**DATASET RECORDS:**
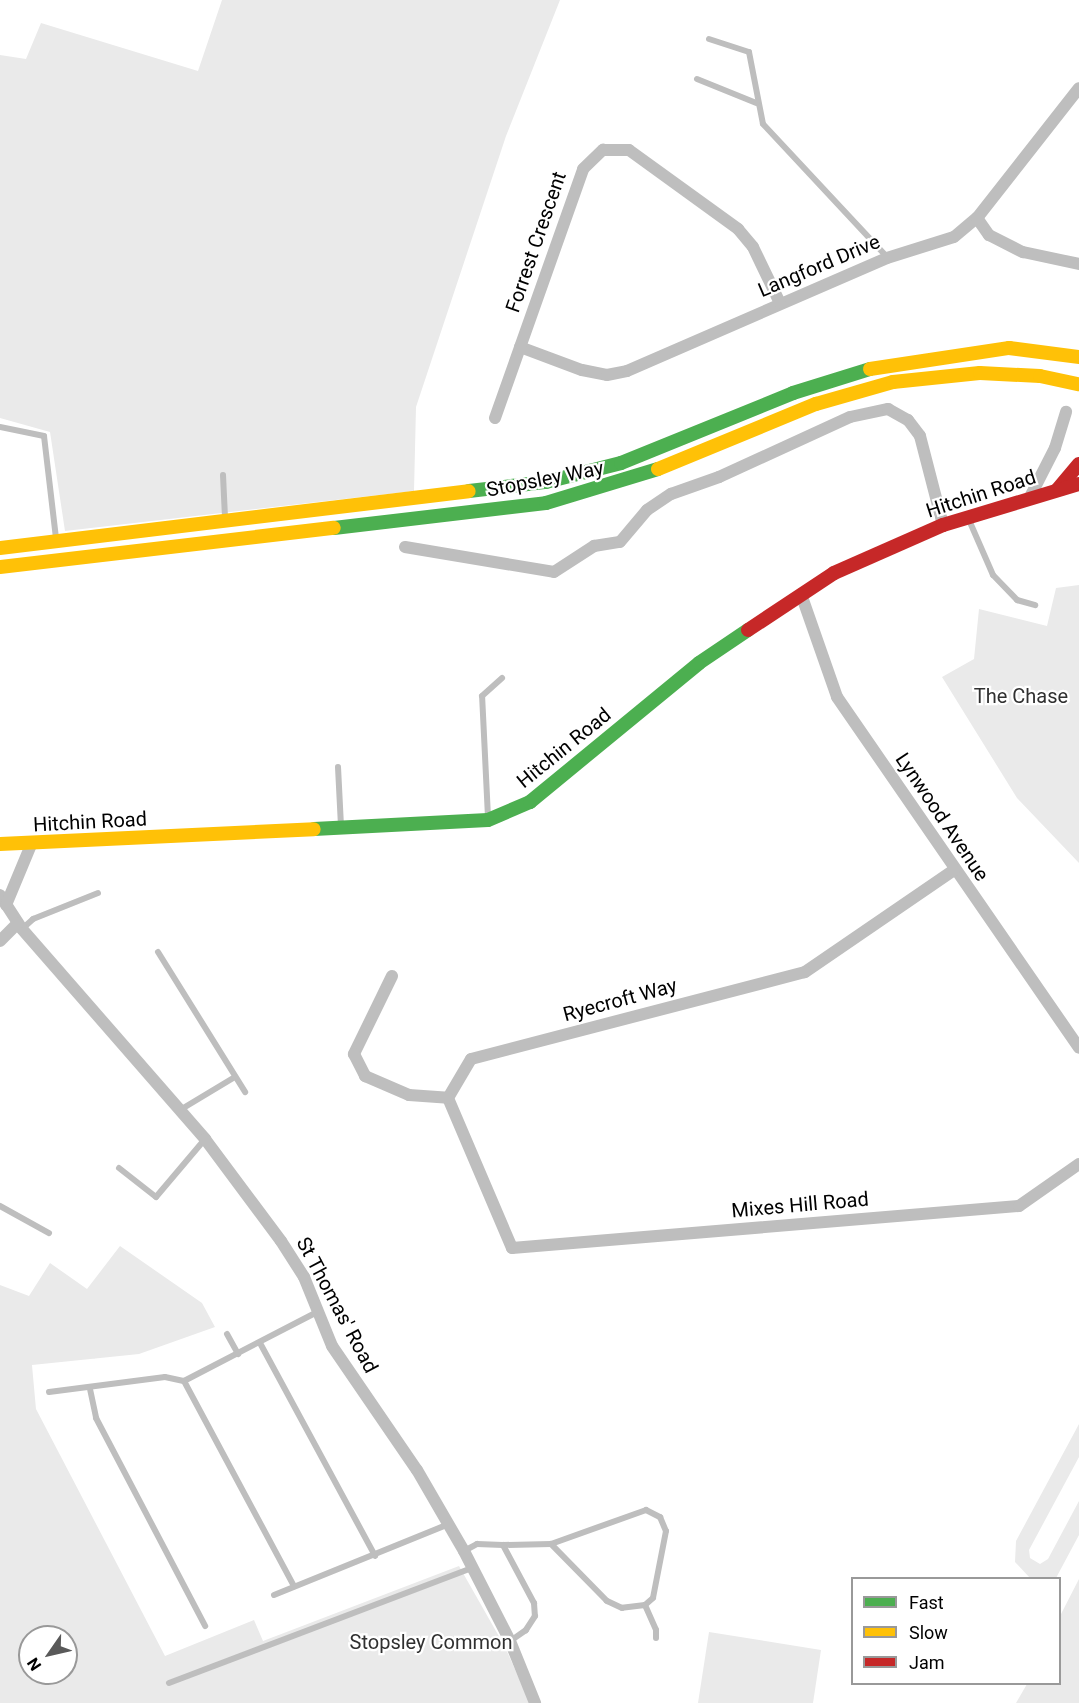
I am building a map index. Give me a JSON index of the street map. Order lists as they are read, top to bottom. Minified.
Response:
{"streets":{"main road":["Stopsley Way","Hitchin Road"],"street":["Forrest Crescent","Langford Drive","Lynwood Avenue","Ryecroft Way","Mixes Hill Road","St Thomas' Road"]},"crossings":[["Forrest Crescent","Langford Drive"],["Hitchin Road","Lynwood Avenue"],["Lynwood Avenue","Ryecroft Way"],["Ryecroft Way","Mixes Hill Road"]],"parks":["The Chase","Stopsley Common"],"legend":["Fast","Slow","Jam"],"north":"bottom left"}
---
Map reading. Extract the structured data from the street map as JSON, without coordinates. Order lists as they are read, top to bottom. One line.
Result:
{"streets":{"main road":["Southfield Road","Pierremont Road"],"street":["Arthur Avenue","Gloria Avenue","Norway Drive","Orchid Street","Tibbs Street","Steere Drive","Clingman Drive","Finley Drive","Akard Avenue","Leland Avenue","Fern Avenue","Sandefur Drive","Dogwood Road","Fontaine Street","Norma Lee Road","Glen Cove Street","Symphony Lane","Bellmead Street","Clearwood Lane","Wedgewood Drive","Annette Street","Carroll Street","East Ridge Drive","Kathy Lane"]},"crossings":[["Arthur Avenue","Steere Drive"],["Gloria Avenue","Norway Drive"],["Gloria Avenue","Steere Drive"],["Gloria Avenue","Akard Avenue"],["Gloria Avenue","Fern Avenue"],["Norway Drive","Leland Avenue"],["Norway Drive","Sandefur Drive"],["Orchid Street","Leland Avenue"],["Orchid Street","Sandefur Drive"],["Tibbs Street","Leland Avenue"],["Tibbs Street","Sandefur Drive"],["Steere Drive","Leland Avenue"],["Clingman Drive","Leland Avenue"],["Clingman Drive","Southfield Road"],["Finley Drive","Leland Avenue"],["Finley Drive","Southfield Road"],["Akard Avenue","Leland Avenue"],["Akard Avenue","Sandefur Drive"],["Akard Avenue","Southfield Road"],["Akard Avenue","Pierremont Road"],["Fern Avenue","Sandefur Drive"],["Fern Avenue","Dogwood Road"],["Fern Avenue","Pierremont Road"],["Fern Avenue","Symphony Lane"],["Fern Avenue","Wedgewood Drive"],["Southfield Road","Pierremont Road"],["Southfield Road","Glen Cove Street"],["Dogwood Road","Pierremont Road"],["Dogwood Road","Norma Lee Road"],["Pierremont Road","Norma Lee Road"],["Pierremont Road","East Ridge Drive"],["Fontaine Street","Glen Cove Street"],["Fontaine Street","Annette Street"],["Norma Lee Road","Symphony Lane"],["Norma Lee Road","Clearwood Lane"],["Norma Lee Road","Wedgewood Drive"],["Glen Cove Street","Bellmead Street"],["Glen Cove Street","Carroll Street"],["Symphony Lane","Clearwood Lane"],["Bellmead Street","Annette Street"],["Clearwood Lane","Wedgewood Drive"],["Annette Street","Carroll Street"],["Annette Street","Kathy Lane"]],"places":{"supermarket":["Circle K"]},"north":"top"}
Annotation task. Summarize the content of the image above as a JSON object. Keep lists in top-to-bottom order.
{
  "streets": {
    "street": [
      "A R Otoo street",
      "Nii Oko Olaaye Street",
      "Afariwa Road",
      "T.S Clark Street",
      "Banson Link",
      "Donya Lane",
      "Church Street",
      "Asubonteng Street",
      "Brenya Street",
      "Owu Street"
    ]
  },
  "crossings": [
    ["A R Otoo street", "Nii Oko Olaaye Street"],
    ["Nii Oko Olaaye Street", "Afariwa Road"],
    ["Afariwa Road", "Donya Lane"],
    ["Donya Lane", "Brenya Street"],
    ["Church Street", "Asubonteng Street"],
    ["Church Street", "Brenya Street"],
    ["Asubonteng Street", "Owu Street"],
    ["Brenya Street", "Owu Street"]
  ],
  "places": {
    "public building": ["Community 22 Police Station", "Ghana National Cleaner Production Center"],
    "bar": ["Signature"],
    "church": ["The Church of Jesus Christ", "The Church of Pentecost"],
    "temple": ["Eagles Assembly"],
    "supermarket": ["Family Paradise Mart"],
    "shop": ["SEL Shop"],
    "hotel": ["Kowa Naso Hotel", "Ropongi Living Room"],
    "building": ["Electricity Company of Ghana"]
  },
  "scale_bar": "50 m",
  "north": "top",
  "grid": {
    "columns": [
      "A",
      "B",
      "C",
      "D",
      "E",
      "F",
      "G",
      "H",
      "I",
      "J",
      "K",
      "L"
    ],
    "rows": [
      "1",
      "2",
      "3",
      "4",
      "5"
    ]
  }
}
...
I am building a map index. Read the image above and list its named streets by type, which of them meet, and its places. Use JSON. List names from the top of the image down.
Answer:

**EXERCISE REQUIREMENTS:**
Report the number of lines above that hold "they", and leave out everything else.

**OUTPUT FOR THIS TASK:**
2